Corporate minutes for single shareholder are the written record of all decisions or actions that are taken during a meeting of a corporation's shareholders.

Minutes of Shareholder's Meeting

Notes from shareholder's meetings should be recorded in the corporate minute book, a record of all notes from every past meeting. This should include notes about all appointments of officers, resolutions, and other actions taken by the shareholders.

'Shareholder' refers to an organization or person who owns shares in a corporation. Each shareholder's voting strength at meetings is determined by the number of shares that he or she holds, as long as the type of share is accompanied by voting rights.

If a company wants to attract investors without diluting the controlling interest in the corporation, they can issue a second class of shares that are not accompanied by voting rights.

Regardless of the class of their share(s), all shareholders have invested in the company. This means that they are able to see the share price rise if the company profits and to earn dividends. However, they may also lose their investment if the company ends up failing.

Shareholders are likely to see little return on investment if they invest in a company that goes bankrupt. This is because liquidators always pay equity holders only after they have paid secured creditors and unsecured creditors.

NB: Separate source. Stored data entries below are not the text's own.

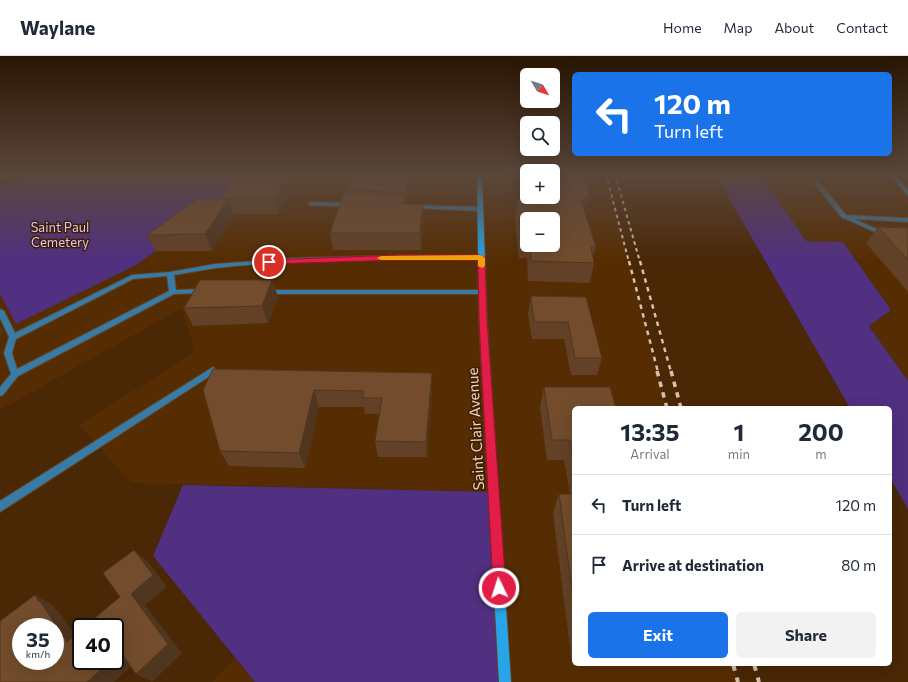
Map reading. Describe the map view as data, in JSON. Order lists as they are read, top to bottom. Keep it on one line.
{"streets":{"street":["Saint Clair Avenue"]},"parks":["Saint Paul Cemetery"],"north":"bottom right","page":{"header":"Waylane","nav":["Home","Map","About","Contact"],"map_buttons":["+","−"],"turn":["120 m","Turn left"],"eta":["13:35","Arrival","1","min","200","m"],"list":[{"name":"Turn left","value":"120 m"},{"name":"Arrive at destination","value":"80 m"}],"buttons":["Exit","Share"],"speed":"35 km/h","limit":"40"}}
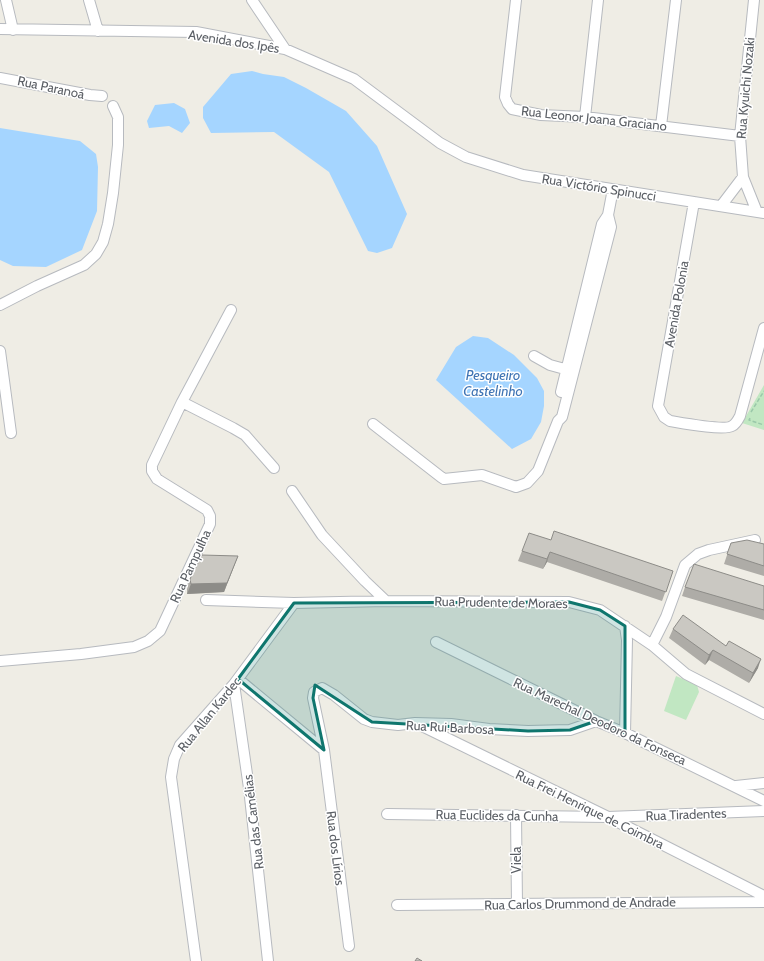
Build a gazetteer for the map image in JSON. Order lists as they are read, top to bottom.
{
  "streets": {
    "street": [
      "Avenida dos Ipês",
      "Rua Paranoá",
      "Rua Kyuichi Nozaki",
      "Rua Leonor Joana Graciano",
      "Rua Victório Spinucci",
      "Avenida Polonia",
      "Rua Pampulha",
      "Rua Prudente de Moraes",
      "Rua Allan Kardec",
      "Rua Marechal Deodoro da Fonseca",
      "Rua Rui Barbosa",
      "Rua Frei Henrique de Coimbra",
      "Rua Tiradentes",
      "Rua Euclides da Cunha",
      "Rua das Camélias",
      "Rua dos Lírios",
      "Viela",
      "Rua Carlos Drummond de Andrade"
    ]
  },
  "crossings": [
    ["Avenida dos Ipês", "Rua Victório Spinucci"],
    ["Rua Kyuichi Nozaki", "Rua Leonor Joana Graciano"],
    ["Rua Kyuichi Nozaki", "Rua Victório Spinucci"],
    ["Rua Victório Spinucci", "Avenida Polonia"],
    ["Rua Prudente de Moraes", "Rua Allan Kardec"],
    ["Rua Allan Kardec", "Rua das Camélias"],
    ["Rua Marechal Deodoro da Fonseca", "Rua Rui Barbosa"],
    ["Rua Rui Barbosa", "Rua Frei Henrique de Coimbra"],
    ["Rua Rui Barbosa", "Rua dos Lírios"],
    ["Rua Frei Henrique de Coimbra", "Rua Tiradentes"],
    ["Rua Frei Henrique de Coimbra", "Rua Euclides da Cunha"],
    ["Rua Tiradentes", "Rua Euclides da Cunha"],
    ["Rua Euclides da Cunha", "Viela"],
    ["Viela", "Rua Carlos Drummond de Andrade"]
  ],
  "water": ["Pesqueiro Castelinho"]
}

Shareholder meetings are required by regulations under each state's Business Corporation Act. These meetings are often used to deal with various administrative functions.

Shareholder meeting agenda can deal with a variety of issues, including:

  • Executive compensation
  • Business objectives
  • Election of members of the board of directors
  • Approval of an accounting firm to review company finances

Corporate Minutes for Single Shareholder

Resolutions, or decisions made at the meeting about the agenda items, must be included in the meeting minutes. Resolutions may include:

  • Actions agreed to or taken at the meeting
  • Outcomes of votes on proposals
  • Outcomes of motions

Shareholders also discuss the location and time of the next meeting. The meeting minutes must also be signed by the chairperson or secretary.

Sole Shareholder: Why Bother With Corporate Meetings and Minutes?

Formalities like holding shareholder meetings and recording minutes help ensure the corporation continues to provide protection against personal liability.

As a sole shareholder, there are actions you must take to comply with federal and state regulations:

  1. Hold an annual shareholders meeting
  2. Hold regular directors meetings
  3. Hold special meetings of directors and shareholders if necessary
  4. Record corporate minutes
  5. Comply with your bylaws
  6. Act in the corporation's best interests
  7. Use your corporate title
  8. Maintain appropriate financial records
  9. File a Statement of Information annually
  10. Pay all corporate taxes

Failure to follow regulations and maintain proper records could result in the corporation's suspension or open you up to personal liability for the company's debts.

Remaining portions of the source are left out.